Immerhin habe ich es heute geschafft, die Buchhaltung für den Vater zu aktualisieren, alle aufgelaufenen Rechnungen sind bezahlt und bei der Krankenkasse und der Beihilfe eingereicht, wenn man das anderthalb Monate schleifen lässt, dann dauert so etwas schnell schon mal zweieinhalb Stunden, bevor alles erledigt ist.
Außerdem habe ich meine eigene Buchhaltung auf Stand gebracht, mir einen Überblick über diverse Finanzthemen verschafft, ungefähr achtundsiebzig private E-Mails sortiert, abgelegt und wenn nötig beantwortet, alle privaten Rechnungen bezahlt und die gesammelte Papierpost aus Februar eingescannt und elektronisch abgelegt.
In meinem Entwurfsordner schlummern noch genau 16 angefangene Steuererklärungen für 2022 und eine für 2023, hier hatte ich eigentlich ein Vorankommen für dieses Wochenende geplant, habe diesen Plan aber inzwischen schon auf nächstes Wochenende verschoben.

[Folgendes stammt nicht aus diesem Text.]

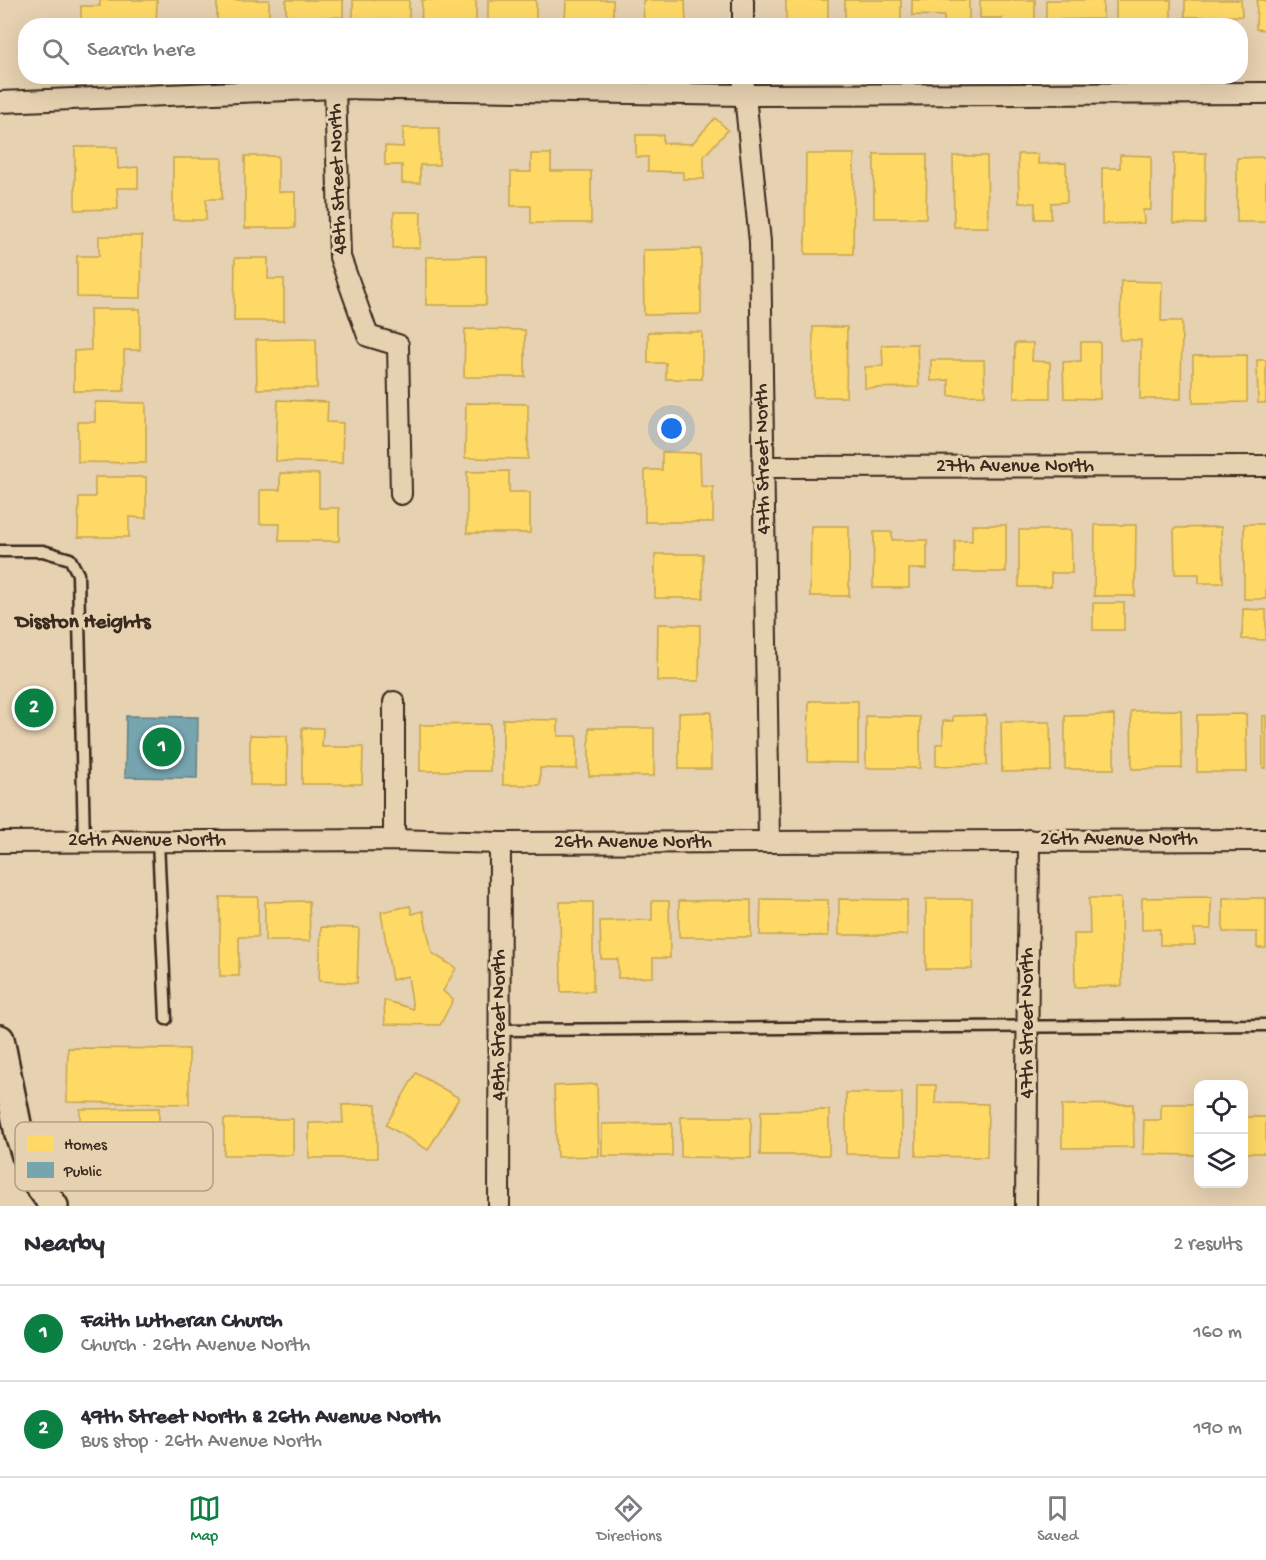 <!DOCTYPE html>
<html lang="en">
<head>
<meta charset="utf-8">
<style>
  :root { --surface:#fff; --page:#f2f2f3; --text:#2b2b33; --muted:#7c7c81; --line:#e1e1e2; --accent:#0b8043 }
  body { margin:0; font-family:"Gochi Hand",sans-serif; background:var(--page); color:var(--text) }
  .controls { position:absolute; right:18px; bottom:18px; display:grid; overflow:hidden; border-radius:12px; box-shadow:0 6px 24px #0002 }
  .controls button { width:54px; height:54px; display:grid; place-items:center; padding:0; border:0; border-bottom:2px solid var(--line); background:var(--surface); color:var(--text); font:30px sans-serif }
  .you { position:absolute; left:672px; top:429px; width:21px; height:21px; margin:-15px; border:4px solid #fff; border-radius:50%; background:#1a73e8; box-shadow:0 0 0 9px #1a73e833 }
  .badge { display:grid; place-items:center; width:39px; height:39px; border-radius:50%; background:var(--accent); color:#fff; font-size:20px; font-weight:700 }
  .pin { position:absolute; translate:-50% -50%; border:3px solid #fff; box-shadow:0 2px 6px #0006 }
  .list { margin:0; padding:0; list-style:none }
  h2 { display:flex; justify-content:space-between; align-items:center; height:78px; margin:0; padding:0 24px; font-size:26px }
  h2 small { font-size:20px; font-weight:400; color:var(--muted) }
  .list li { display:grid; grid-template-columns:39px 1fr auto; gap:18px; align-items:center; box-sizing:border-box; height:96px; padding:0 24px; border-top:2px solid var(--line) }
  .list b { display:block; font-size:22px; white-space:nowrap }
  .list p { margin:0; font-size:20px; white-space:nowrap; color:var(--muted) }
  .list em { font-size:20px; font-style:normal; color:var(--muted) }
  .icon { flex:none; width:33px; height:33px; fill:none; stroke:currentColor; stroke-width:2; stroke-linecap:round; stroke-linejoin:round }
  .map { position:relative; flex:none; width:1266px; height:1206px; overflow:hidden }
  .search { position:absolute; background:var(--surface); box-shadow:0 6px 24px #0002; left:18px; right:18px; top:18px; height:66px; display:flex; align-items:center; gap:15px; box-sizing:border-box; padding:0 21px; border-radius:24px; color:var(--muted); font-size:22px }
  .sheet { height:270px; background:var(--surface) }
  nav { display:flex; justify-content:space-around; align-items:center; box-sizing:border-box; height:84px; border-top:2px solid var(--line); background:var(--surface); font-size:16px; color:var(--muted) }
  nav a { display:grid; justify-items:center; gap:3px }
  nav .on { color:var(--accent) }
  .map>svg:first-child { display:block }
  .homes { fill:#ffd966; stroke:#c4a450; stroke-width:1.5 }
  .public { fill:#76a5af; stroke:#648084; stroke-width:1.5 }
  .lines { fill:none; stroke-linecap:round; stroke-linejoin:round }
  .service-casing { stroke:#3b2a1e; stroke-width:15 }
  .minor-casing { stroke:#3b2a1e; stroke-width:24 }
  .secondary-casing { stroke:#3b2a1e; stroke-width:32 }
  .service { stroke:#e6d1b0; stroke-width:10 }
  .minor { stroke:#e6d1b0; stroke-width:20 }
  .secondary { stroke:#e6d1b0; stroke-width:27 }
  .labels { text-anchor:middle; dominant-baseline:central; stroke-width:6; stroke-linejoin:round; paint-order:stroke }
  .street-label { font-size:20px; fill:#3b2a1e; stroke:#e6d1b0 }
  .neighbourhood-label { font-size:21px; font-weight:bold; fill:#3b2a1e; stroke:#e6d1b0 }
  .key { fill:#e6d1b0; stroke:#b39f84; stroke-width:1.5 }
  .key-label { font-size:16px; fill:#3b2a1e }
</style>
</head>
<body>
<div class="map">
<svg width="1266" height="1206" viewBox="0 0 1266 1206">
  <rect width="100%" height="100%" fill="#e6d1b0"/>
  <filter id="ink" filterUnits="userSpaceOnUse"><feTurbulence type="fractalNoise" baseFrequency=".0167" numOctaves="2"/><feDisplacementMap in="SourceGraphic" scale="12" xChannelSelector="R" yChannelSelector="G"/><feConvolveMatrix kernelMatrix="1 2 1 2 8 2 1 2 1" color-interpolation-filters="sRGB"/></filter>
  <g filter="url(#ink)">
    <!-- homes -->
    <g class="homes">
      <path d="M100,0h57l-1,26h-75v-20h19z"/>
      <rect x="217" y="0" width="52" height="26"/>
      <path d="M286,0h57v17l-57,1z"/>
      <path d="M353,0h56v20h-30v6h-26z"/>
      <path d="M422,0h54v26l-55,-1z"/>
      <rect x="488" y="0" width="48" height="26"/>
      <path d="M566,0h47v23h-48z"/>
      <path d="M643,0h42l1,26h-42z"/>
      <rect x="786" y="0" width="42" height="26"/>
      <path d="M845,0h56v21h-17v5h-39z"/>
      <path d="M912,0h57v26h-25v-10l-32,-1z"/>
      <path d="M980,0h55v26h-33v-8h-22z"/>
      <path d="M1046,0h57v19l-57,1z"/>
      <rect x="1116" y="0" width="55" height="26"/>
      <path d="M1185,0h56l1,16 -57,1z"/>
      <path d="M1257,0h9v30l-10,-1z"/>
      <path d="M715,118l13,12 -24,26v23h-21v-7l-35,-1v-14h-12v-22h27v8l29,1z"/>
      <path d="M403,128h36v37h-19v18h-18v-18h-17v-19l18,1z"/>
      <path d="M75,147h42l1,22 20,-2v21h-21l1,21 -43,1z"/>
      <path d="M1174,153h32l-1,71 -32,-1z"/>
      <path d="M531,154h20v17h40v52h-60v-17h-20v-34h20z"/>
      <path d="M806,154h48l-1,100h-48z"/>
      <path d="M874,154h53l-1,64h-52z"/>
      <path d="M1018,154h20v10l28,-1 1,39 -16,1v16h-16v-16h-16z"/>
      <path d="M1120,155l31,1v54h-8l1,13 -42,1v-56h18z"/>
      <path d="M245,156h33v36h17v36h-50z"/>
      <path d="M953,156h34l1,71h-34z"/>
      <path d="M1266,157v65h-29v-64z"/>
      <path d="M173,158h49v41h-16v21h-33z"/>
      <path d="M394,212h27l-1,36h-27z"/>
      <path d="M99,236h43l-1,62 -64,-1v-41h22z"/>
      <path d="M701,249v65l-57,1 -1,-65z"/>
      <path d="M486,256v49h-60v-48z"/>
      <path d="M235,258h33v21h16v42h-50z"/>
      <path d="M1121,281l41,1 -1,39h21l-1,78h-41l1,-59h-21z"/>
      <path d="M90,309h50v41h-16v41h-50v-40l17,-1z"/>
      <path d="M813,327h34l-1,70h-33z"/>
      <path d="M465,329l60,1v47h-61z"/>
      <path d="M648,332h54v47h-36v-16h-18z"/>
      <path d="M316,339l1,49 -60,1 -1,-49z"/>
      <path d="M1081,342h19v57l-36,-1 -1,-36 18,-1z"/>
      <path d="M1015,343h18l-1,18 18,1v36h-36z"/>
      <path d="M917,344l2,43 -54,1v-21l18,-1 -1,-21z"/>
      <path d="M1247,355v47l-54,1v-47z"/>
      <path d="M931,360h53l1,35 -36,1v-16l-18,1z"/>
      <path d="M1257,360h9v43h-8z"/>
      <path d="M278,400l50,2 -1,20 16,1 -1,40 -66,-2z"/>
      <path d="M95,402l51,1v60l-68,-1v-40h17z"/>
      <path d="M466,403l62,1v55l-63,-1z"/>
      <path d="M662,452l38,1 1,33 12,1v35h-68v-52h17z"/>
      <path d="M509,471v21h21v41h-63v-61z"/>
      <path d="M280,473l39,1v34h20v33h-60l1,-17h-20v-34h20z"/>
      <path d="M95,477h51v41l-17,-1v20h-51l1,-40h16z"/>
      <rect x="1244" y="524" width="22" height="75"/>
      <path d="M972,525h34v47h-51v-31h17z"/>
      <path d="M1095,525h41l-1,71h-41z"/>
      <path d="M811,526h38v70h-39z"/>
      <path d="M1221,527l2,56h-24v-9h-24l-1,-46z"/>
      <path d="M1019,530h52l1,43h-21v14h-32z"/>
      <path d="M874,532h18v8h35v29h-18v19h-36z"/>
      <rect x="655" y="554" width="48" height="44"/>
      <rect x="1093" y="603" width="31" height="27"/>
      <path d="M1243,609l23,1v30l-24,-1z"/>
      <path d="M658,624l42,1 -1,56h-42z"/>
      <path d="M809,701h49v62l-50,-1z"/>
      <path d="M1181,710l1,58 -50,1 -1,-58z"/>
      <path d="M711,712v57h-32v-56z"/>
      <path d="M1246,714l1,58h-50v-57z"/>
      <path d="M986,715l1,50 -51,1v-22h7v-23h10v-5z"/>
      <path d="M1114,715v54h-49v-53z"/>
      <path d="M866,716l54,1v51h-54z"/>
      <rect x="1263" y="716" width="3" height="52"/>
      <path d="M503,719l55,1v16h19v33l-37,-1v17h-37z"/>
      <path d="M1001,722h49l1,49 -49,1z"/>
      <path d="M490,724v47h-70v-46z"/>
      <path d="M302,728h21l-1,19h41l-1,37h-60z"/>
      <rect x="589" y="728" width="65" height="48"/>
      <path d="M250,735l37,1v49h-37z"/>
      <path d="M220,897h38v40h-19v39h-19z"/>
      <path d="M1211,897v32h-17l1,16h-35v-16l-18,1v-32z"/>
      <path d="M1089,898h32l1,88 -47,1 -1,-53h16z"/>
      <path d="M1223,898h43v50h-9v-16h-34z"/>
      <path d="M761,899l67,1v36l-68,-1z"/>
      <path d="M839,899l68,1v35h-68z"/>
      <rect x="926" y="899" width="46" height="70"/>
      <path d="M751,900v37h-72v-36z"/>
      <path d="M309,901l1,40h-45v-39z"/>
      <path d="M652,901h17l1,57h-17v19l-35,1v-19h-17l-1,-38 52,-1z"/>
      <path d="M560,902h33v89l-32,1z"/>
      <path d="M410,906l2,8 11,-3 9,42 24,15 -13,23 10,9 -13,25 -55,-1 -1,-24 29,9 -5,-33 -16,4 -11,-68z"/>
      <path d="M321,927l38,1 -2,55 -38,-2z"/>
      <path d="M68,1048l121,1v55l-122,-2z"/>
      <path d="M416,1073l43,25 -31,52 -42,-25z"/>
      <path d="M597,1084l2,72 -42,1 -3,-71z"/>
      <path d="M917,1085h19l-1,18 53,1 -1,53 -71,-1z"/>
      <path d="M846,1093h56v62l-56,-1z"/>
      <path d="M376,1104l1,54h-68v-35h34l-1,-18z"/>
      <path d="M1133,1104l1,43 -72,1v-43z"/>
      <path d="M1161,1104h34v17h3v34l-55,-1 1,-34h17z"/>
      <path d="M159,1108v46h-79v-45z"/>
      <path d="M829,1110v45h-69l1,-44z"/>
      <path d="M681,1117h70v41l-70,-1z"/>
      <rect x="1244" y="1117" width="22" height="36"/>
      <rect x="224" y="1119" width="69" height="36"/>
      <path d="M672,1123v33h-70v-32z"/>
    </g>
    <!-- public -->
    <path class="public" d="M126,716l72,1 -1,61 -72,-1z"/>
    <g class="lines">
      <!-- service casing -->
      <g class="service-casing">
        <g id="service">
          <path d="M0,551h43l27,8 8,15 6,268"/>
          <path d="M158,841l8,178"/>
          <path d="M500,1030l766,-5"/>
        </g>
      </g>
      <!-- minor casing -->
      <g class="minor-casing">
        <g id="minor">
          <path d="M743,26v-26"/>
          <path d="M743,76l17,166 9,600"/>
          <path d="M335,88l5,169 28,79 30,9 3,149"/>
          <path d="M0,102l335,-14 408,7 523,-2"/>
          <path d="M764,467l502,-1"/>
          <path d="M394,702v138"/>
          <path d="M0,842l394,-2 106,3 766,-3"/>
          <path d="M499,1206l1,-363"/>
          <path d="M1026,1206l3,-366"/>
        </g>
      </g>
      <!-- secondary casing -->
      <g class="secondary-casing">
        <path id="secondary" d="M0,1039l19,95 14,43 21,29"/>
      </g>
      <!-- service -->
      <use href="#service" class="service"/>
      <!-- minor -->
      <use href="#minor" class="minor"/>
      <!-- secondary -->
      <use href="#secondary" class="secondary"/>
    </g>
  </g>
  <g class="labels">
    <!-- street labels -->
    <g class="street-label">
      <text transform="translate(339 179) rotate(-92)">48th Street North</text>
      <text transform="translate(764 459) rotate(-91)">47th Street North</text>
      <text x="1015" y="467">27th Avenue North</text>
      <text x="1119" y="840">26th Avenue North</text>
      <text x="147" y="841">26th Avenue North</text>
      <text x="633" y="843">26th Avenue North</text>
      <text transform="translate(1028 1023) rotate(-90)">47th Street North</text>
      <text transform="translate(500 1025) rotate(-90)">48th Street North</text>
    </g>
    <!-- neighbourhood labels -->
    <g class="neighbourhood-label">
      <text x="83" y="623">Disston Heights</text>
    </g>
  </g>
  <!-- legend -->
  <rect x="15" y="1122" width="198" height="69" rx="9" class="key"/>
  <rect x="27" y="1135" width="27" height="16" fill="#ffd966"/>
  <rect x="27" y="1162" width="27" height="16" fill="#76a5af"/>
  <g class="key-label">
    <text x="64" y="1149">Homes</text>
    <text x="64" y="1176">Public</text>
  </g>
</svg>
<div class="controls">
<button><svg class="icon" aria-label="locate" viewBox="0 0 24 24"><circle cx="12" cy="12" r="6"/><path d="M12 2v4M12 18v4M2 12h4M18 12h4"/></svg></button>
<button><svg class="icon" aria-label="layers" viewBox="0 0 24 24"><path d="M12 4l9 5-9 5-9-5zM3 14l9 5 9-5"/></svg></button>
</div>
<div class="you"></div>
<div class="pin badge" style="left:162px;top:747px">1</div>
<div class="pin badge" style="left:34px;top:708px">2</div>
<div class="search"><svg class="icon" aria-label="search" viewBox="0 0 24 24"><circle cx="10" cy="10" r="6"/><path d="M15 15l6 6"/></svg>Search here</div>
</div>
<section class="sheet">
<h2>Nearby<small>2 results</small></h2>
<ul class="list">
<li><span class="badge">1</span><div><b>Faith Lutheran Church</b><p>Church · 26th Avenue North</p></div><em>160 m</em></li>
<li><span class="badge">2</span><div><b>49th Street North &amp; 26th Avenue North</b><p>Bus stop · 26th Avenue North</p></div><em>190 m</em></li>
</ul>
</section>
<nav>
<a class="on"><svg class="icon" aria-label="map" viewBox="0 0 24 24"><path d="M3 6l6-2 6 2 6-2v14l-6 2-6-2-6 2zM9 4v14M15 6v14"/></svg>Map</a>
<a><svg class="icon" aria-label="directions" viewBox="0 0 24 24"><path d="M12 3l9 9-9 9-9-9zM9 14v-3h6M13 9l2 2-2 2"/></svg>Directions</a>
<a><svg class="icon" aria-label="saved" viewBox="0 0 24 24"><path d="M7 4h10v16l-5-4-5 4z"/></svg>Saved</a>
</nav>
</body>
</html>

Am Freitag hatten wir einen Termin mit dem Architekt für das Rheda-Haus, wir haben das beste Ausschreibungsangebot für den Rohbau besprochen, hier muss jetzt noch ein bisschen nachverhandelt werden und dann wird der Auftrag unterschrieben. Mit Glück ist dann im April Spatenstich.
Vorher müssen wir aber noch einen Galabauer finden und mit dem die Baustelleneinrichtung besprechen, denn ich träume ja nach wie vor davon, aus dem Kelleraushub einen Deich an der Grundstücksgrenze aufzuhäufen, denn schließlich verläuft dahinter ein reißender Bach. Aber was man dafür alles vorab beachten muss, das weiß nur ein professioneller Galabauer, das steht also als dringend für nächste Woche auf dem Plan.
Angebote für Elektro und Sanität liegen vor und müssen jetzt auch beauftragt werden, ich muss noch ein Baucontrolling einrichten und die vorliegenden Angebote alle vernünftig in Excel-Tabellen einpflegen.
Außer meinem privaten normalen Verwaltungskram wird dieses Bau-Vorhaben künftig noch jede Menge Zeit fressen, ich freue mich schon sehr auf das fertige Haus, habe aber auch ordentlich Respekt vor der Arbeit, die noch vor uns liegt.
Weil ich ja maximal viele Ausreden brauchte, um nicht den ganzen Tag am PC zu verbringen, habe ich heute außerdem noch einen großen Topf Gulasch gekocht, so dass wir ein sehr leckeres Abendessen hatten, eine Stunde gebügelt, drei Maschinen Wäsche zusammengelegt, ein T-Shirt gestopft und bin außerdem noch für anderthalb Stunden hier in Greven auf dem Sonntags-Flohmarkt gewesen.
Ich weiß nicht, wie man das küchen-(haha, sorry) psychologisch deuten soll, aber ich habe in der letzten Zeit einen großen Drang Kochbücher zu kaufen. Außer den vier großen, dicken Brotbackbüchern von Lutz Geißler habe ich nur auf den Flohmärkten von gestern und heute noch fast einen halben Meter weitere Kochbücher gekauft. Logischerweise gefallen die mir alle ungemein gut und am allerliebsten würde ich ab sofort ganztägig zu Hause bleiben und kochen. Noch lieber würde ich das allerdings in einer großen, modernen Küche machen. Seitdem die neue Küche auf Borkum fertig ist, fühlt sich die Küche hier in Greven unbequem, klein, eng und popelig an und ich kann es nur mühsam abwarten, bis das hier alles ein Ende hat und wir umziehen können.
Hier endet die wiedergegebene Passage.